# AWS Fraud Detector SDK Example 

Following this guide: https://docs.aws.amazon.com/frauddetector/latest/ug/building-a-model.html  
and using the sample data-set from here: https://docs.aws.amazon.com/frauddetector/latest/ug/samples/training_data.zip

Also ref the the boto3 FraudDetector API reference: https://boto3.amazonaws.com/v1/documentation/api/latest/reference/services/frauddetector.html

### Authentication to AWS Account ###
This notebook assumes you have exported a token before starting the notbook session, or configured the AWS environment to allow this notebook to allow AWS cloud operations to be executed with the nexcessary AWS Fraud Detector privileges.  
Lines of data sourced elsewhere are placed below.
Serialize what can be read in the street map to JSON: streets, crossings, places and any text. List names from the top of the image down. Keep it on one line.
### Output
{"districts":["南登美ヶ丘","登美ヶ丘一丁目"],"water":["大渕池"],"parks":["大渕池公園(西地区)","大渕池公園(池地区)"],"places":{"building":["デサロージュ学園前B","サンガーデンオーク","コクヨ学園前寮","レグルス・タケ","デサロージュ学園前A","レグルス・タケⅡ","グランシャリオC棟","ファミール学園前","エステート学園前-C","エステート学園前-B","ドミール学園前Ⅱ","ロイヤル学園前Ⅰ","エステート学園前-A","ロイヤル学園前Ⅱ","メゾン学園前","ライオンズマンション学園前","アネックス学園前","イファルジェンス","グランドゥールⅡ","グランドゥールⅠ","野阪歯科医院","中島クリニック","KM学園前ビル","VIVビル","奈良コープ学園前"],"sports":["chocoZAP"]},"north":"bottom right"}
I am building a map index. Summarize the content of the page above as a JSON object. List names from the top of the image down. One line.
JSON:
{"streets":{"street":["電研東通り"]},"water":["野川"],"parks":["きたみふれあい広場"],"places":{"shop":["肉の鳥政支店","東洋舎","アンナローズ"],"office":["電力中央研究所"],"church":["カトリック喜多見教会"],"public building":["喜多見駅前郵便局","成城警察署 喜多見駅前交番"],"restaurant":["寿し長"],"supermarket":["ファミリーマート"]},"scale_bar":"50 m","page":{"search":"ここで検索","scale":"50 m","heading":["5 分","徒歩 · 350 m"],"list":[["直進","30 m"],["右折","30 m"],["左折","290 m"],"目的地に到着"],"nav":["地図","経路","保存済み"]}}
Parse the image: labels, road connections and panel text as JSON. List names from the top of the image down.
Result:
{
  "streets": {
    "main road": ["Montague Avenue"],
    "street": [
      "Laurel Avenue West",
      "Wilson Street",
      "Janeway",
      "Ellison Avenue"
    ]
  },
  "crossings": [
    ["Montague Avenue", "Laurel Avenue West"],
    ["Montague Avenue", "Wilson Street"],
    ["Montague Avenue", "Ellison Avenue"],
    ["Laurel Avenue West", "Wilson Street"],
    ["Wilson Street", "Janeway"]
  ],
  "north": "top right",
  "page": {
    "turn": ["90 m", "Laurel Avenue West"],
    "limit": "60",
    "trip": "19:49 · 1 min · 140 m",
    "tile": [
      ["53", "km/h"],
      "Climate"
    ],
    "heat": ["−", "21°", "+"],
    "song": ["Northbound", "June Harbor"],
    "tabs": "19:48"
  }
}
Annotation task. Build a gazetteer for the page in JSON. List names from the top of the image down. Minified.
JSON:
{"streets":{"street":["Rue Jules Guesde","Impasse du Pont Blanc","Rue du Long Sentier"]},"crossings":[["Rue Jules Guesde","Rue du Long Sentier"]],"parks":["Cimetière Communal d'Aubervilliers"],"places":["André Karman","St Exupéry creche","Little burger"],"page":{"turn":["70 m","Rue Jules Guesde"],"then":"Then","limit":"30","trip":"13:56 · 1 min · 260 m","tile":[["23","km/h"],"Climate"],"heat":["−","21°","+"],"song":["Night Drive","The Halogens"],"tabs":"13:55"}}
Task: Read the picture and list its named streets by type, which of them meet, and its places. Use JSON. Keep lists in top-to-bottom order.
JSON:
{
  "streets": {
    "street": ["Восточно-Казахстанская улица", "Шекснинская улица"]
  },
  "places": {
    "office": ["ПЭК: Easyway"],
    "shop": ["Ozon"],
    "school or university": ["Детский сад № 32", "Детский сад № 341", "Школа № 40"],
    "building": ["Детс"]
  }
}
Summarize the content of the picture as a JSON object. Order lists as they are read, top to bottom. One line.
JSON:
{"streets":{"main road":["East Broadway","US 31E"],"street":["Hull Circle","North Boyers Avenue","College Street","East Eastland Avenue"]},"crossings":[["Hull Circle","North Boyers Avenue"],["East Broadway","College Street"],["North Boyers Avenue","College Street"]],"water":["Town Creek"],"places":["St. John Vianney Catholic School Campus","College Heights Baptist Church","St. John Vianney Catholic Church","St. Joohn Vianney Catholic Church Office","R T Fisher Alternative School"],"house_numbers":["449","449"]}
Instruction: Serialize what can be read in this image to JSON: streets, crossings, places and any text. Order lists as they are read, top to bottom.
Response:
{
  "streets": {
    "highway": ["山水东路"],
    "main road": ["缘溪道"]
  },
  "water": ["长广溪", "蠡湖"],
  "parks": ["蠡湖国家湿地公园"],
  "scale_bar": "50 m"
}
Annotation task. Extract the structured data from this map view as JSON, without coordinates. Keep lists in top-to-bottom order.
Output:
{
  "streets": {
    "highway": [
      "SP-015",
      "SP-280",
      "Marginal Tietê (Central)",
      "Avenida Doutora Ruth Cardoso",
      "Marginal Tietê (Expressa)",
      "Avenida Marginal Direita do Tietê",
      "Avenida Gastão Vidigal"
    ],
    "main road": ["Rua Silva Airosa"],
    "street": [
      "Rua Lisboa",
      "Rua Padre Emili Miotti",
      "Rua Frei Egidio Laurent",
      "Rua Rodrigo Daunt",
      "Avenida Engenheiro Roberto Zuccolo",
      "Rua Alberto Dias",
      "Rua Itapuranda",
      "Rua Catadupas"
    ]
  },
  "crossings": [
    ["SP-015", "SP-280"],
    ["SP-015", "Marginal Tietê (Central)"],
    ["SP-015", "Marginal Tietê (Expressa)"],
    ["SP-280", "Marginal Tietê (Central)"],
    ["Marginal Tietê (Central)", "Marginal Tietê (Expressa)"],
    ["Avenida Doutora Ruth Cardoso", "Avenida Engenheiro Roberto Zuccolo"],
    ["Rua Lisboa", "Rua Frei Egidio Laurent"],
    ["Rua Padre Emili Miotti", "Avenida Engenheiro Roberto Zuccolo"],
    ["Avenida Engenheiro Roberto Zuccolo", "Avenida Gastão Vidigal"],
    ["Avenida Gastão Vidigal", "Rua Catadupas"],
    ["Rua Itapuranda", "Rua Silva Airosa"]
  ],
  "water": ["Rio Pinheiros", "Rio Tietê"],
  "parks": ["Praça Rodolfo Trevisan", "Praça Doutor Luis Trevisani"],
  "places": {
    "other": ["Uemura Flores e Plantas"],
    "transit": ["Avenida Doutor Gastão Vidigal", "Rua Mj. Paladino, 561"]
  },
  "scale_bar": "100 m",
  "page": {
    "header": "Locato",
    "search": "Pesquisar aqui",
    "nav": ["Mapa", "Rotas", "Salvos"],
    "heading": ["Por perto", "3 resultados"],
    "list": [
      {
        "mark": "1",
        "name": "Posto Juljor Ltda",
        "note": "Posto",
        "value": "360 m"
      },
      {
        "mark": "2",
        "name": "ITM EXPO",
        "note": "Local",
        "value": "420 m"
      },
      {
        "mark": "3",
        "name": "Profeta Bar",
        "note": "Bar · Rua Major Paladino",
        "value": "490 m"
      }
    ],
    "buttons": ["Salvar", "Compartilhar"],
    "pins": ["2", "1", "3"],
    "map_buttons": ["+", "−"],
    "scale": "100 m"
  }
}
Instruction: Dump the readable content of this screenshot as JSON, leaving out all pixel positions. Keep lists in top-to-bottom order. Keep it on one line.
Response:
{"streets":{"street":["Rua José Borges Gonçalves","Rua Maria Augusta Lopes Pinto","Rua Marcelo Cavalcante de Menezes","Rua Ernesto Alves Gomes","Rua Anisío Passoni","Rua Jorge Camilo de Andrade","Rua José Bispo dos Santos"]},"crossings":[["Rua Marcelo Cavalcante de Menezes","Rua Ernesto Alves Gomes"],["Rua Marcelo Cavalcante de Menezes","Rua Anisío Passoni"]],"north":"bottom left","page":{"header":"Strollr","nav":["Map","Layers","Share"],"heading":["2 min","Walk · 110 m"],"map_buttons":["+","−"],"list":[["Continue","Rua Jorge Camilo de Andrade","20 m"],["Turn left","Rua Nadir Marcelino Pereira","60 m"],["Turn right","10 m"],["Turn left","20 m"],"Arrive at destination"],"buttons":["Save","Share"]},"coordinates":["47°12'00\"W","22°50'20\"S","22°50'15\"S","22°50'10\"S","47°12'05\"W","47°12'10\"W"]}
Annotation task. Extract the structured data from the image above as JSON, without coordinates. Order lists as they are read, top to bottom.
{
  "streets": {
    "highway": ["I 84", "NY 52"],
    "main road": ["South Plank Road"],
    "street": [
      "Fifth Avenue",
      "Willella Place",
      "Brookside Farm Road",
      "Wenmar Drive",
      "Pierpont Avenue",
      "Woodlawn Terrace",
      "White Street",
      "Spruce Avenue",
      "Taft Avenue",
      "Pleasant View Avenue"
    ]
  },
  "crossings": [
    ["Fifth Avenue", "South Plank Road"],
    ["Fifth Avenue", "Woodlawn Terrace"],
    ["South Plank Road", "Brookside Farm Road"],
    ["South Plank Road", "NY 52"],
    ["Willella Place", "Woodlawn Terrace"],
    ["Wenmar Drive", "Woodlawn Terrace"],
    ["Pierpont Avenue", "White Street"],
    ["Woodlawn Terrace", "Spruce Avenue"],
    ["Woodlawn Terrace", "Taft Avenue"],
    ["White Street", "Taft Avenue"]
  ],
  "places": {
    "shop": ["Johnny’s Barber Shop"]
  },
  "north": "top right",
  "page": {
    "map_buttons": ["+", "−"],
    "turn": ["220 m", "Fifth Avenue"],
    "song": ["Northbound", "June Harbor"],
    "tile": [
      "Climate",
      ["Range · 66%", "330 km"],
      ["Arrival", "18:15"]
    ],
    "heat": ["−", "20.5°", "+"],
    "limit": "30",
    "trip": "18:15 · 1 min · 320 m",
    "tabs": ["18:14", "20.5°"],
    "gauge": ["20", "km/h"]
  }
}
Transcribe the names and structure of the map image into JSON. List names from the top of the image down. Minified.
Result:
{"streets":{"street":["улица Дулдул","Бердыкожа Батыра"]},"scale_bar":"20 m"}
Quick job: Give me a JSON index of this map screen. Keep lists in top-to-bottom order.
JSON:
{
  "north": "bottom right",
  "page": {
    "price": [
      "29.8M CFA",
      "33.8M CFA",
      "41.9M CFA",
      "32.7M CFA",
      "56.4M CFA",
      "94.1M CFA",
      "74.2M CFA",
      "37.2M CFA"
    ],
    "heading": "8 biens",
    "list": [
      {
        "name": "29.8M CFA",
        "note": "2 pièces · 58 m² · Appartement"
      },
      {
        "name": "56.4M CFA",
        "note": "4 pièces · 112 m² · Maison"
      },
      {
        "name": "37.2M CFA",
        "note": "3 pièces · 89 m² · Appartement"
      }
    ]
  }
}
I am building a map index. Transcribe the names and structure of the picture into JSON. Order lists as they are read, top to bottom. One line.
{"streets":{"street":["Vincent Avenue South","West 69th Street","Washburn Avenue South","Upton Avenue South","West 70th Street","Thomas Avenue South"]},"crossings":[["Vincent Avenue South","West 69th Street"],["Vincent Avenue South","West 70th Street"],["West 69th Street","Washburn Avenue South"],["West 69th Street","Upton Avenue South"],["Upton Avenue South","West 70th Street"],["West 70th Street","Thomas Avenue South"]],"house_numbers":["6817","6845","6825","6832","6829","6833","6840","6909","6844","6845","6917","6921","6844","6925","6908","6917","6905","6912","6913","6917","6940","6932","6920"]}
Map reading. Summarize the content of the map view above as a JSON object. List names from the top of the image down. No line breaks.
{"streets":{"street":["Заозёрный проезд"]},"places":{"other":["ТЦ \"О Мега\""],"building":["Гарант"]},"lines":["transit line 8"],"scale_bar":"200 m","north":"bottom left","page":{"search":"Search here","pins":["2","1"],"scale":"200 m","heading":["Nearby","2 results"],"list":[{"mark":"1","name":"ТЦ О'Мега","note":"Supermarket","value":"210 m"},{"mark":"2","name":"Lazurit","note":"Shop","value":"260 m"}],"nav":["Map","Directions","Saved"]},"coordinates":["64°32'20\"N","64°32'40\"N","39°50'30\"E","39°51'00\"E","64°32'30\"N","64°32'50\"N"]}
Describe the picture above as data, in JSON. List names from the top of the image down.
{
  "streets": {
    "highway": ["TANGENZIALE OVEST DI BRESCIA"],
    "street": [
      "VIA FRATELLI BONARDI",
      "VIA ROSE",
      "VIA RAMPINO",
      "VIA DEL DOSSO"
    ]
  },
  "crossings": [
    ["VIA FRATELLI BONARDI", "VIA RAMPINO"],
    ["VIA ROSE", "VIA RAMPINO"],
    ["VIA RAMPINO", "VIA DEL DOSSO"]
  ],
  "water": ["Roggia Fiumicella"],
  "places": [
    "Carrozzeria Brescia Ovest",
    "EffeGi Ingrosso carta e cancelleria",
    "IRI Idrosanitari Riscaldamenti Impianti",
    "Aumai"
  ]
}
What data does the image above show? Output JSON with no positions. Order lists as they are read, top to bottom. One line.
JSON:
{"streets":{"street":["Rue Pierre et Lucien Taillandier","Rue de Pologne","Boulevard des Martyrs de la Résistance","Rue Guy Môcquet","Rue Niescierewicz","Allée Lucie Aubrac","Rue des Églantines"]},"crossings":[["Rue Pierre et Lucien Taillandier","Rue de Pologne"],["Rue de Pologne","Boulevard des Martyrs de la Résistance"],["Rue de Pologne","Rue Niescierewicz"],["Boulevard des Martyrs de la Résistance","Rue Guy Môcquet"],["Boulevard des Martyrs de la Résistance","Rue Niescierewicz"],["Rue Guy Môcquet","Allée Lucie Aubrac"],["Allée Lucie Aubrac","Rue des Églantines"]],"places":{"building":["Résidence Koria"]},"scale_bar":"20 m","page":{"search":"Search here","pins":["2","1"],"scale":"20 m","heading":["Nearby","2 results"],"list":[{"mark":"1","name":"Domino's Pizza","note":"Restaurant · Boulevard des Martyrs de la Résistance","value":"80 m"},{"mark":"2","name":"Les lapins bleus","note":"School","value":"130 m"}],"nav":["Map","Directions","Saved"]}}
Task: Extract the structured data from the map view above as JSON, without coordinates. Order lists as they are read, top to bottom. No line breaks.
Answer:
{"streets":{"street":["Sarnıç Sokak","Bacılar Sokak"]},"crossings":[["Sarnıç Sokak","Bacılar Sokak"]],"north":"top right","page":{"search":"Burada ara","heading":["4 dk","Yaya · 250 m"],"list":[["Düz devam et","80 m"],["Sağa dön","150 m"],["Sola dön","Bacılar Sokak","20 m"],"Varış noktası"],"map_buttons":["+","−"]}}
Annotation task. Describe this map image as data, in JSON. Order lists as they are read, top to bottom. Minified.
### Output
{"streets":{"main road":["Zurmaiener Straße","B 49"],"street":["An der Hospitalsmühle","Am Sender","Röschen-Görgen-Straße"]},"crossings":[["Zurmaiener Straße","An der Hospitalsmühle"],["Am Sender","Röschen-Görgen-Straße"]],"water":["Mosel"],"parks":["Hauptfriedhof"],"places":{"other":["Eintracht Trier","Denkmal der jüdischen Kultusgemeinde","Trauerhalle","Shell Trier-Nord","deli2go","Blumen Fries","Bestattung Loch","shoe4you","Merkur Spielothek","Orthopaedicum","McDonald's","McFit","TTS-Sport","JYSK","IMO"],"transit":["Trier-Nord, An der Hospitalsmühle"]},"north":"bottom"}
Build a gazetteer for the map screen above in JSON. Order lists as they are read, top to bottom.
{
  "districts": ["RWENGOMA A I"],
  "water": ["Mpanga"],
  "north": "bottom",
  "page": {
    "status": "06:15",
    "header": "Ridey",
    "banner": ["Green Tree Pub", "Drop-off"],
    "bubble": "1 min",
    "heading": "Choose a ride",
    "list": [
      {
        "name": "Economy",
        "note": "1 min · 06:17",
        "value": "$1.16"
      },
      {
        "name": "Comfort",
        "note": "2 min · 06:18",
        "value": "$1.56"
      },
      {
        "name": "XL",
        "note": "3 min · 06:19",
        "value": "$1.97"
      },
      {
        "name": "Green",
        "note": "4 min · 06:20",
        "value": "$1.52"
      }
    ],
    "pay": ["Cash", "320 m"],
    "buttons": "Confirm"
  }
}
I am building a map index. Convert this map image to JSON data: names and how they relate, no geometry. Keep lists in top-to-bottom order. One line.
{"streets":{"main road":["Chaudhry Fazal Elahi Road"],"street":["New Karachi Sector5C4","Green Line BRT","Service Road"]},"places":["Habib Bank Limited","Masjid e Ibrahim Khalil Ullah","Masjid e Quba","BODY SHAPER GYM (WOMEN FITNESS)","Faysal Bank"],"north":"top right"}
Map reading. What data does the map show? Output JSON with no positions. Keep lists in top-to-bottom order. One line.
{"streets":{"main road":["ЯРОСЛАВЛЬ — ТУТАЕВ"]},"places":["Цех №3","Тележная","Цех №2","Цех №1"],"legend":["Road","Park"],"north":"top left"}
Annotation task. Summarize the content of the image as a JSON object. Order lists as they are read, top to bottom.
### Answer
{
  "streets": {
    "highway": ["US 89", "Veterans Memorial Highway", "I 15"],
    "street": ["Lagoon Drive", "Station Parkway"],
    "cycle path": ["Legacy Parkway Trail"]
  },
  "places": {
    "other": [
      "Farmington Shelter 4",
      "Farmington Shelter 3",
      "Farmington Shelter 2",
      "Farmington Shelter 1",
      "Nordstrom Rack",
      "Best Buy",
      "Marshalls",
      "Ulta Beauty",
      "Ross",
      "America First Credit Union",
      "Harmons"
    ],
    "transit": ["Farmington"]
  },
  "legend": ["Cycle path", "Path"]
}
***Alternatively***, provide values for the AWS ACCESS KEY, AWS SECRET KEY, and SESSION_TOKEN with the mechanism in the next cell
If the session times out and a new token needs to be provided, **restart the notebook kernel**

In [None]:
# Set authentiation to AWS via temporary access tokens
import json
import os
from getpass import getpass
ACCESS_KEY = getpass("Enter the AWS Access Key:")
SECRET_KEY =  getpass("Enter the AWS Secret Key:")
SESSION_TOKEN = getpass("Enter the AWS Session Token to use:")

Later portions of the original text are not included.